PROVIDED RECORDS:
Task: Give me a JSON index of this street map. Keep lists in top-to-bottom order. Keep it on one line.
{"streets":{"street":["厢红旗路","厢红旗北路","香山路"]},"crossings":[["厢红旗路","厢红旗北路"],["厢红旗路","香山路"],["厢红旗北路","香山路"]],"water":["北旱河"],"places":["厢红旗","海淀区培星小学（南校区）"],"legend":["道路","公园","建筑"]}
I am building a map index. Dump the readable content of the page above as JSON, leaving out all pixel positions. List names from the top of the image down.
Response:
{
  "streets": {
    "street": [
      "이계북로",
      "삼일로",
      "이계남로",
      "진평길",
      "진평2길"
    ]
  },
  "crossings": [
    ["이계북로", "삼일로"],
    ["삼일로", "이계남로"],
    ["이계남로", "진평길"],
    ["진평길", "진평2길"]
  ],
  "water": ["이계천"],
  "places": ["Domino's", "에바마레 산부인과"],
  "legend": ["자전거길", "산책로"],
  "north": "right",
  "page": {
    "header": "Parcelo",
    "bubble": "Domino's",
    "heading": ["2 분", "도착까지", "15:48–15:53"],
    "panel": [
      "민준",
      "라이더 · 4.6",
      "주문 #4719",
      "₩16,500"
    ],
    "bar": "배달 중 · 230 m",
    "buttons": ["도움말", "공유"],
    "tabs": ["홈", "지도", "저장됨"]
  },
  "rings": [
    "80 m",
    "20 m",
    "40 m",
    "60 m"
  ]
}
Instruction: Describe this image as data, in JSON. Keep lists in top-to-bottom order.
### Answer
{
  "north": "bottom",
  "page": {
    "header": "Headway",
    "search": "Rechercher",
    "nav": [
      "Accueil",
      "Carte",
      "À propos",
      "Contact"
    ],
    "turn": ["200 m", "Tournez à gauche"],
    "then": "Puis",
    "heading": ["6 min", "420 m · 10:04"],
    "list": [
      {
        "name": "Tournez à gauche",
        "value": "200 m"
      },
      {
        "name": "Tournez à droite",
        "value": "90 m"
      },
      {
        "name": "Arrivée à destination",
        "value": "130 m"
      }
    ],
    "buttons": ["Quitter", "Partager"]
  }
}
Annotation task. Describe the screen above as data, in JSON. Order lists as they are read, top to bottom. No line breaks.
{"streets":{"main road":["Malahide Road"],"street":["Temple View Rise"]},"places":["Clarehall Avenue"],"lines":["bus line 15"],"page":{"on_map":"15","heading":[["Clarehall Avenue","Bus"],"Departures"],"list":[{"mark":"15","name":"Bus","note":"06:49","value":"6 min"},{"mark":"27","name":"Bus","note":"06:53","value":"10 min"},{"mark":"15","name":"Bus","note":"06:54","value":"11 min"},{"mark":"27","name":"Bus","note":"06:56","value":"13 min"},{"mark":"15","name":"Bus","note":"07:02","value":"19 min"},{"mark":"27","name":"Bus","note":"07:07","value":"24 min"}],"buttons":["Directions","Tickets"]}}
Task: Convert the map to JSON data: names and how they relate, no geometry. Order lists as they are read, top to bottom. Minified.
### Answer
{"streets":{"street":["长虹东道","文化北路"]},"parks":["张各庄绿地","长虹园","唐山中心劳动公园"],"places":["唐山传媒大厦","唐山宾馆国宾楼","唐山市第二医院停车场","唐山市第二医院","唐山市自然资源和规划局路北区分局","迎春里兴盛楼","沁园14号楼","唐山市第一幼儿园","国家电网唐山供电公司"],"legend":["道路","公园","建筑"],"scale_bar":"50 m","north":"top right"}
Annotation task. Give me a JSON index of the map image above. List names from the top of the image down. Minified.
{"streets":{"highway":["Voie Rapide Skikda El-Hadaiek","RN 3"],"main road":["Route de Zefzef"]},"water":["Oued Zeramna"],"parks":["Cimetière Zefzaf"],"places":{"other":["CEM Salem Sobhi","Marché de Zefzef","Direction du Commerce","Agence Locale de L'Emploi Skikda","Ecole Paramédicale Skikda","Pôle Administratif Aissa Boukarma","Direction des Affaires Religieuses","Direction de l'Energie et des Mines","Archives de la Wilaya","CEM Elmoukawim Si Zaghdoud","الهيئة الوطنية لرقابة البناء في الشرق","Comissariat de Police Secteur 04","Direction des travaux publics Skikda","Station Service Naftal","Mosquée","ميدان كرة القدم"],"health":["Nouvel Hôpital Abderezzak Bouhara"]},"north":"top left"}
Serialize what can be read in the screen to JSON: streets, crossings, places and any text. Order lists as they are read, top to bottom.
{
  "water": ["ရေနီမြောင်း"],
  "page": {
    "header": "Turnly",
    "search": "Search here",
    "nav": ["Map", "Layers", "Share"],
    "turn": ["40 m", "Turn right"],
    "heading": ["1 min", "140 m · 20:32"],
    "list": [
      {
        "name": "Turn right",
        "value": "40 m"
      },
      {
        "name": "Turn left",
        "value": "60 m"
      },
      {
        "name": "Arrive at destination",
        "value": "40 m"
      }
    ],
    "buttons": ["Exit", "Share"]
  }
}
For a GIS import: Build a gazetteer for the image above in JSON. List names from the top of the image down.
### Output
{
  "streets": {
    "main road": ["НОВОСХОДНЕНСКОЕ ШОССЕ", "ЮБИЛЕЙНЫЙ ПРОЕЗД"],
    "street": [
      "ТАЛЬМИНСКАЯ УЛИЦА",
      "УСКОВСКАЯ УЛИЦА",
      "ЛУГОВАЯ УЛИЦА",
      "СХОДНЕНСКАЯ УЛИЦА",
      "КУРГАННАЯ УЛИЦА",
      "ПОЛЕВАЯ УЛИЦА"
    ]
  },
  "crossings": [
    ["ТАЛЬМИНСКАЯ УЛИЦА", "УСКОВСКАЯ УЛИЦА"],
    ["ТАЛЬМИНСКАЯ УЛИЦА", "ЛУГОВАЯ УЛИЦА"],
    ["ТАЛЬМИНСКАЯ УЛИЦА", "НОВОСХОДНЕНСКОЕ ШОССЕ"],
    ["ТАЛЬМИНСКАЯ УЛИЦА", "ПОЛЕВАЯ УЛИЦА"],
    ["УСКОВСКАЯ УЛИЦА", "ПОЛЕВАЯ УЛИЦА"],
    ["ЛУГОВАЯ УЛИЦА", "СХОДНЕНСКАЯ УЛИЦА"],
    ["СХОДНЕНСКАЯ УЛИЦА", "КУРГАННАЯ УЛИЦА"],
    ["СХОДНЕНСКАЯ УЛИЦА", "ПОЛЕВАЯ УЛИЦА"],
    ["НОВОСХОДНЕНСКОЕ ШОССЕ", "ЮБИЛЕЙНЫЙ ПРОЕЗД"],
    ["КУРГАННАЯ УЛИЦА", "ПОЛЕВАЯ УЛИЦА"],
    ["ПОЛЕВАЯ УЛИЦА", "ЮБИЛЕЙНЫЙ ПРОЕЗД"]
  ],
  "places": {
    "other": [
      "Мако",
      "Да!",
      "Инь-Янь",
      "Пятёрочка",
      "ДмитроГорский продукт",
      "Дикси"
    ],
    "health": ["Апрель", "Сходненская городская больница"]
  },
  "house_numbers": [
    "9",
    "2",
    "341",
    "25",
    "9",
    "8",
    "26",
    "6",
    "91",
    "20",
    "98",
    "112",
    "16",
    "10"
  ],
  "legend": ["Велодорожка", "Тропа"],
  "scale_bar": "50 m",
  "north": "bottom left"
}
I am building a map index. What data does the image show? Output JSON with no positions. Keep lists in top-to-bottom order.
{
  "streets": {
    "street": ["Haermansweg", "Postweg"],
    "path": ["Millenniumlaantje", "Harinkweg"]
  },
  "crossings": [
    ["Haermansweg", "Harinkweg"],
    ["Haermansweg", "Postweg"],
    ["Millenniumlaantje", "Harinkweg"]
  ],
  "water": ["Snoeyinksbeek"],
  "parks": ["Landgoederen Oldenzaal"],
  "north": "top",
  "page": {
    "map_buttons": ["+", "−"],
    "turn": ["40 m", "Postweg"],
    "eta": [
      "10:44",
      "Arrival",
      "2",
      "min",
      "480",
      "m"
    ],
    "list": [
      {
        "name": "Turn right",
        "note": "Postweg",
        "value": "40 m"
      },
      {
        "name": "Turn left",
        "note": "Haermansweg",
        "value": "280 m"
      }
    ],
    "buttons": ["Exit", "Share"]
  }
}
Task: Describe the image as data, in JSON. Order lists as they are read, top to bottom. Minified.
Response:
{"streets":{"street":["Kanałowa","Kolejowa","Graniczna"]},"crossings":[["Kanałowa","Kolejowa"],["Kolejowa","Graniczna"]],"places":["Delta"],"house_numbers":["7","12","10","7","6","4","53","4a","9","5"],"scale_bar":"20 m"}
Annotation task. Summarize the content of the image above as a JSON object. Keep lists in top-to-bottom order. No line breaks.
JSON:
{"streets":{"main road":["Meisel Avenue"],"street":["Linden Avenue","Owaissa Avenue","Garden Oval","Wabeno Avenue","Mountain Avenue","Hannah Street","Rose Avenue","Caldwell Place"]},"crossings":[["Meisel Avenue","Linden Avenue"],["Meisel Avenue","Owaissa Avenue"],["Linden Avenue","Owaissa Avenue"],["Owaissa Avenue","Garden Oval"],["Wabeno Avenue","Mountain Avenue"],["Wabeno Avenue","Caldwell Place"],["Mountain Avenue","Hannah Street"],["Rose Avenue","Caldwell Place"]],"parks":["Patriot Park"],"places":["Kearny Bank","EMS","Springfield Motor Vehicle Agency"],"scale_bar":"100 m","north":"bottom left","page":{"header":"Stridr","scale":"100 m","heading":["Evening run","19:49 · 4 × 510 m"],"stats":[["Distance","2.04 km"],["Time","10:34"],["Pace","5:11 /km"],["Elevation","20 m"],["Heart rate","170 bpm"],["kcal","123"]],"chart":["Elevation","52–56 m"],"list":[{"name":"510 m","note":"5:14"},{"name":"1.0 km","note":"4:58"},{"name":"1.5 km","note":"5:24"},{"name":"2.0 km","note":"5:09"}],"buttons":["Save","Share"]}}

WHAT IS EXPECTED: Print exactly the lines above, between the one holding "Serialize what can" and the one holding "For a GIS import: Build", inclusive, and nothing besides.

OUTPUT:
Serialize what can be read in the screen to JSON: streets, crossings, places and any text. Order lists as they are read, top to bottom.
{
  "water": ["ရေနီမြောင်း"],
  "page": {
    "header": "Turnly",
    "search": "Search here",
    "nav": ["Map", "Layers", "Share"],
    "turn": ["40 m", "Turn right"],
    "heading": ["1 min", "140 m · 20:32"],
    "list": [
      {
        "name": "Turn right",
        "value": "40 m"
      },
      {
        "name": "Turn left",
        "value": "60 m"
      },
      {
        "name": "Arrive at destination",
        "value": "40 m"
      }
    ],
    "buttons": ["Exit", "Share"]
  }
}
For a GIS import: Build a gazetteer for the image above in JSON. List names from the top of the image down.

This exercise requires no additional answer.